[Available data Boundary: Start]

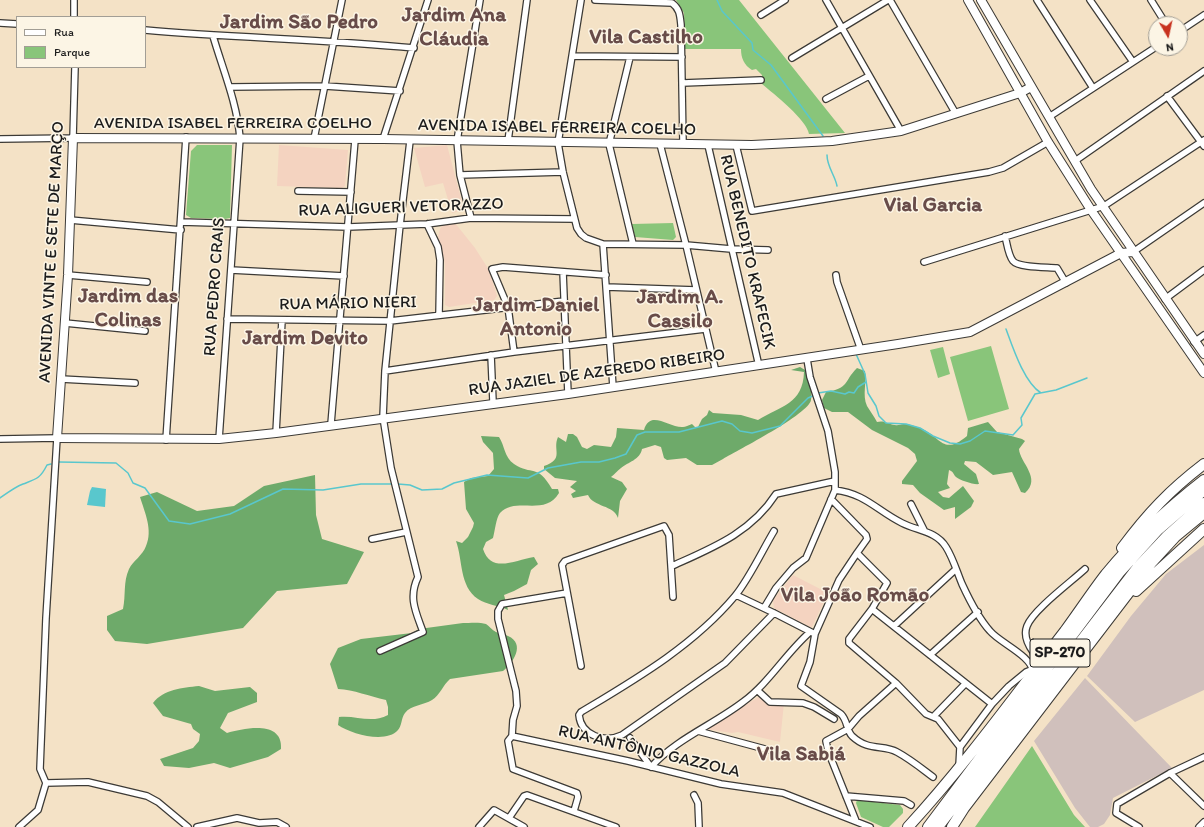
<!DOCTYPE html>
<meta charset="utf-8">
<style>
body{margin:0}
#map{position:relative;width:1204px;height:827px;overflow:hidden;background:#f4e2c6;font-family:Itim,sans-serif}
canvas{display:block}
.legend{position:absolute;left:16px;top:16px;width:130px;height:52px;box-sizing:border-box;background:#fcf5e5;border:1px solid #a29e95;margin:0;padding:5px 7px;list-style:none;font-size:12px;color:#1c1c1c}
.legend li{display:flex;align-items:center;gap:8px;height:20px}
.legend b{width:20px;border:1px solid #a29e95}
.north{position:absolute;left:1148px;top:16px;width:40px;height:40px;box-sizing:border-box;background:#fcf5e5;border:1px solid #a29e95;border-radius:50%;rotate:171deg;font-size:11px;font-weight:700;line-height:16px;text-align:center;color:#1c1c1c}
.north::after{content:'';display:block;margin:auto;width:14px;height:18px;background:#c8321e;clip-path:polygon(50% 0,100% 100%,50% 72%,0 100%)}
</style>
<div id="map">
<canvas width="1204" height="827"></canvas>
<ul class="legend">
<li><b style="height:5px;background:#fff"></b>Rua</li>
<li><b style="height:11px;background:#89c57a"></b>Parque</li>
</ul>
<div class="north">N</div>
</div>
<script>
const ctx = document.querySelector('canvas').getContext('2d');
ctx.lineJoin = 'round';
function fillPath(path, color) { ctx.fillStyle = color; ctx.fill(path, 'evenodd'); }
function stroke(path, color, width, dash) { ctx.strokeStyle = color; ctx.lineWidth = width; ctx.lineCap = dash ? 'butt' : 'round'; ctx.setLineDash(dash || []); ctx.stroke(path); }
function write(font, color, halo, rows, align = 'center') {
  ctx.font = font + ' Itim,sans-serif'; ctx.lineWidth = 3; ctx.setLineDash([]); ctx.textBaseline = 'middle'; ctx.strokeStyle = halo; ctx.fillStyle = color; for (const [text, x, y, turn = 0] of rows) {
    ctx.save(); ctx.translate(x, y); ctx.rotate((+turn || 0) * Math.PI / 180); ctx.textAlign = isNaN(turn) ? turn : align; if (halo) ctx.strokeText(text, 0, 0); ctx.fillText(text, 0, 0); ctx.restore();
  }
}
fillPath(new Path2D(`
 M279,145L348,150L345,186L342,188L277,186Z
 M447,145L462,202L463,210L452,213L443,183L425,187L414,148Z
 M455,223L475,248L489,270L497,296L494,300L449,307L445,305V264L438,237L440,229L443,225Z
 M793,575L828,593L812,627H810L774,608L773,600Z
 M760,696L770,705L784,703L780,742L738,732L732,733L706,729Z`), '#f4d3c0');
fillPath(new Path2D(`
 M1204,545V690L1135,722L1087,676L1131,616L1166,574Z
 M1085,678L1172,768L1113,798L1110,815L1104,824L1098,827H1090L1075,808L1034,741Z`), '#d0c0bc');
fillPath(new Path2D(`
 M676,0H739L845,133L809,134C807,120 774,94 762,84V75L756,69L752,70C744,65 741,58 741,49H685L684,13Z
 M197,145H232L230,218L225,219L191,218L186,215L191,151Z
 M673,223L676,237L673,240L635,237L632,224Z
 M991,346L1009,409L968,421L950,357Z
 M943,347L950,374L938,378L930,350Z
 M1032,746L1074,815L1085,827H975Z
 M857,800L900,805L903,809V813L889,827H883L861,817L856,803Z`), '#89c57a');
fillPath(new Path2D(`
 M800,367L805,370C808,379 813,390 811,400C809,414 738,450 723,459L712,465H697L686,458L667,460L664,458L661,447L655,445L642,449C640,460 628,462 621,468C617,471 615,474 611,477L622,482L627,489L620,501L618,518C614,505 593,507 588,495L573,498L571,494L576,491L570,487L577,481L555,478L544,469V466C565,459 552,450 558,437L566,442L568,434H573L577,437L582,447L587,449L594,445L611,447L616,437L617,428L644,430C650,409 669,428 683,427C685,427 689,425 692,424L695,427H698L702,419L707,415L709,410L713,413L741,415L758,420C781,406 803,404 804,372L791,370Z
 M857,368L865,371C867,382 862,395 867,406C870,411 874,416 877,422C884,420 888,424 895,425C898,426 901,424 904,424C910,424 917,427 922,429C941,437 943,456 967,436L968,428L988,422L997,432L1022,439L1025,441L1019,449C1020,463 1042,478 1025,493L1021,492L1012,472L993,475L976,462L965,461L964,464L976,474L979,484C974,485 959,480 956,477C953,474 954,472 949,470L947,484L950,488L938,492L943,497L949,498L963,486L974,501L971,507L955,519V507L944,510L920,493L913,485L902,484V481L917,461L915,454L908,448L872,430L848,412H832L824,408L822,400L826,392C850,388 843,382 857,368Z
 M481,436L499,437C505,446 504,457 514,464C532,476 537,463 552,489H558L559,493C545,517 516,496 500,513C496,518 495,531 493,538L486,542L483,549C491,574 515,560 534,557L538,564L531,570L527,584L514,591L504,595L508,610C498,605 487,605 478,599C459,586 463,560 456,541L462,543L468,537L473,527L474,523L466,509L464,482L471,478L488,476L494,469L493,453L483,442Z
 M315,475L316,515L322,539L364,552L347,584L277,591L243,628L147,644L115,641L107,630V616L123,609C126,595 123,582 129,569C133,561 143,555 146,546C153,530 145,513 140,497L157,492L197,511L234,506L264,486Z
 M463,623C470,623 480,622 486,624C489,626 492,630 496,632C500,634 504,634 508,636C526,644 513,663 503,671L450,679C443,685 440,695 432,700C424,705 411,705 405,713C401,718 402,726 398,730C386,744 351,734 338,725L339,717C356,715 371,724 388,715V707L386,700C369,696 354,690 338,689L330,664L338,648L361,639L412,633L419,629Z
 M199,686L215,691L250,687L257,693V702L228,713L220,728L227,733C245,728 283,720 281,749L268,757L230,768L214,763L189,768L164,766L160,759L193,748L199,741L200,734L193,729L191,724L163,716L153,703C164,689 182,688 199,686Z`), '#6eaa6a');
fillPath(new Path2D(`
 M92,487L106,489L105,507L87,505L90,491Z`), '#59c7cd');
stroke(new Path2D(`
 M717,0L722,11L752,43L753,50L771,65L823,136
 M827,155C827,167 835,175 837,186
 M1006,329C1013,348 1024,382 1041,393
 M856,354L865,374L868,393L876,406L879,416L886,423L906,424L920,428L933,436L950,443L960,444L970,441L985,431L1013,435L1022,425L1021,418L1035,394L1056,390L1087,378
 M818,393L831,391L845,394L849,392L854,393L858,387L866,382
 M59,462L116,463L128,473L133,483L145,488L169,521L190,524L230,514L283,489L323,490L361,484H394
 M398,484L410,485L422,490L442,489L454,483L487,475L528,478L548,468L581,462H599L615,458L626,454L637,435L645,432H679L722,421L732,424L740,431L752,433L780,426L808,398L815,395
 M0,498C7,493 15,487 23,484C36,479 40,479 47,465L51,464`), '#59c7cd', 1.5);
const street = new Path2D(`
 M74,0V17
 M581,0L558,143L563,172L577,228L581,234L586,238L603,244L686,245L731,249L768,250
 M595,0L672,3C680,9 680,16 681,25L683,144
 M826,0L901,131
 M890,0L956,114
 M1037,0L1093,88
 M1090,0L1133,62
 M1151,0L1166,24
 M761,15L785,0
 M0,23L17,24
 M145,30C234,38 324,39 414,48
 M1180,31L1204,15
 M213,36C223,70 237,103 240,138L219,439
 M572,56L682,57
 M630,57L609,144L633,244
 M792,58L888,0
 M683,83L761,80
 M230,87L325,86L400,91
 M1167,96L1204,146
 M826,99L869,76
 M1049,117L1156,47
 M0,139L73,138L75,67
 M314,139L342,0
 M383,139L428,0
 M508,141L527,0
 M660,144L686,245L716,372
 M708,145L759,366
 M736,145L752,211L989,172L1003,168L1048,142
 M1075,161L1204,71
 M460,175L563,172
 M298,191L351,192
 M471,218L460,175L457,141L480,0
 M70,220L181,230
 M181,222L348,227L427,224L471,218L574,219
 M427,224L438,247L440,260L439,315
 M1005,236C1007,243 1008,255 1013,261C1019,268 1047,267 1057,268L1066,283
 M603,244L613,387
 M1133,252L1204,203
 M924,262L1104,206L1204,140
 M231,270L344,276
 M563,272L568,394
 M68,275L147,282
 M836,275L837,282L861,350
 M606,287L696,290
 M1165,299L1204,270
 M227,319L390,321L564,301
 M65,323L145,331
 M1194,342L1204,335
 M514,352L508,307L492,269L503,267L606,275
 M491,355L493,402
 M385,371L514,352L705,329
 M61,379L135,383
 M331,424L355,140
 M276,433L282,320
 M0,439L57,438L46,618L40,769L46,783
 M166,440L186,137
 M835,490C866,494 876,510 902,523C918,531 936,531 946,547C953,558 957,572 962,584C968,597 980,620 990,631C1000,643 1032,656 1033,672
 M831,499L866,535L867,539L857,553L887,583L872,609L849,639V643L896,683L926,714L938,719L960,747
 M911,504L924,530
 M774,531C762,551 749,579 735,596C693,646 636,679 581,712L579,715C581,736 605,743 622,735L725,663L774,613
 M372,539L406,532
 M857,553L839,580L815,634L810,662L801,686L841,714C848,721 846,730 852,736C869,752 883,744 897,752C910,759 921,768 933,777
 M672,566C712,548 751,533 776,494L835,481
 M736,595L774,613L813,633
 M764,608L776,588L793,568L806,558L835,490V472L828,431L810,377L807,359
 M872,609L992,704
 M894,626L956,569
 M380,651L423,632C416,612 408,598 418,577L391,468L383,417L385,371L400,225L410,141
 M1033,652C1028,645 1023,636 1027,626C1033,610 1071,582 1085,569
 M930,655L978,612
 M1034,656L1033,652L1040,653L1048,650
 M581,666L562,565L565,561L664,526L669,535L673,597
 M757,690L770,702L803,703L814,707L834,719
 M934,716L965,684
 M698,731L776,752
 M512,736L628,761L721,784L783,793L870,827
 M512,736L513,720L517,706L516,691L498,619V611L502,604L567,593
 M512,736L508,741L513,769L577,793L578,797L574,811
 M630,738L651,767C676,739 713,725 743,702C769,683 786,653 810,632
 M959,766L960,747L992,704L1009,686L1026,672L1036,668L1034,657
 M1170,773L1204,806
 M694,795L698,803L699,827
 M846,796L904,801L911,805
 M509,818L524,796L527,795L616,827
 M856,821L828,751L826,741L848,729L859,716L896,683
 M19,827L38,810L46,783L88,782L147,796L158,802L188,827
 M197,827L237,818L259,823L277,822L286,827
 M479,827L494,810L524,827
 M1139,827L1116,813L1117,804L1170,773L1204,757
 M1199,827L1204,822`);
const secondary = new Path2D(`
 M968,0L1048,142L1091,210L1204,373
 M981,0L1091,189L1204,354
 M1031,87L1020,93L901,131L832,141L752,145L383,139L73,138L68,275L57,438L219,439L276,433L568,394L898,344L970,332L1121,253L1133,252`);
const highway = new Path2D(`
 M1122,548C1148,513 1170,490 1204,464
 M1136,591L1204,529
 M908,827C965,765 1014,697 1065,631C1079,612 1092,592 1106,574C1135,539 1168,508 1204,480
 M928,827L1119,573L1158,530L1204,490
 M938,827L1137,568L1167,536L1204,503
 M952,827L964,808L1152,562L1175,537L1204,513`);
stroke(street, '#3c3a36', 8);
stroke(secondary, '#3c3a36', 10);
stroke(highway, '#3c3a36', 12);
stroke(street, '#fff', 5.5);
stroke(secondary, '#fff', 8);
stroke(highway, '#fff', 10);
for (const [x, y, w] of [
 [1060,653,60]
]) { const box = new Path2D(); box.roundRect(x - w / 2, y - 14, w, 28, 3); ctx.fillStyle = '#fcf5e5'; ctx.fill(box); stroke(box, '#1c1c1c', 1); }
write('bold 16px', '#1c1c1c', null, [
 ["SP-270",1060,653]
]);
write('17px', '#1c1c1c', '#fcf5e5', [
 ["AVENIDA ISABEL FERREIRA COELHO",233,124],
 ["AVENIDA ISABEL FERREIRA COELHO",557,128,1],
 ["RUA ALIGUERI VETORAZZO",401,208,-2],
 ["AVENIDA VINTE E SETE DE MARÇO",52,252,-87],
 ["RUA BENEDITO KRAFECIK",747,252,77],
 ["RUA PEDRO CRAIS",215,287,-86],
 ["RUA MÁRIO NIERI",348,304,-1],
 ["RUA JAZIEL DE AZEREDO RIBEIRO",597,373,-8],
 ["RUA ANTÔNIO GAZZOLA",649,752,13]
]);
write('bold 21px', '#684c49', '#fcf5e5', [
 ["Jardim Ana",454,16],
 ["Cláudia",454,40],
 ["Jardim São Pedro",299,23],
 ["Vila Castilho",646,38],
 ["Vial Garcia",933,206],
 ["Jardim das",128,297],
 ["Colinas",128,321],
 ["Jardim A.",680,298],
 ["Cassilo",680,322],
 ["Jardim Daniel",536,306],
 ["Antonio",536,330],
 ["Jardim Devito",305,339],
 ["Vila João Romão",855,596],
 ["Vila Sabiá",801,755]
]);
</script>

[Available data Boundary: End]

**How to complete this task**
Lines containing the word "function" are to be pulled from the records and copied.

**Reply to the task**
function fillPath(path, color) { ctx.fillStyle = color; ctx.fill(path, 'evenodd'); }
function stroke(path, color, width, dash) { ctx.strokeStyle = color; ctx.lineWidth = width; ctx.lineCap = dash ? 'butt' : 'round'; ctx.setLineDash(dash || []); ctx.stroke(path); }
function write(font, color, halo, rows, align = 'center') {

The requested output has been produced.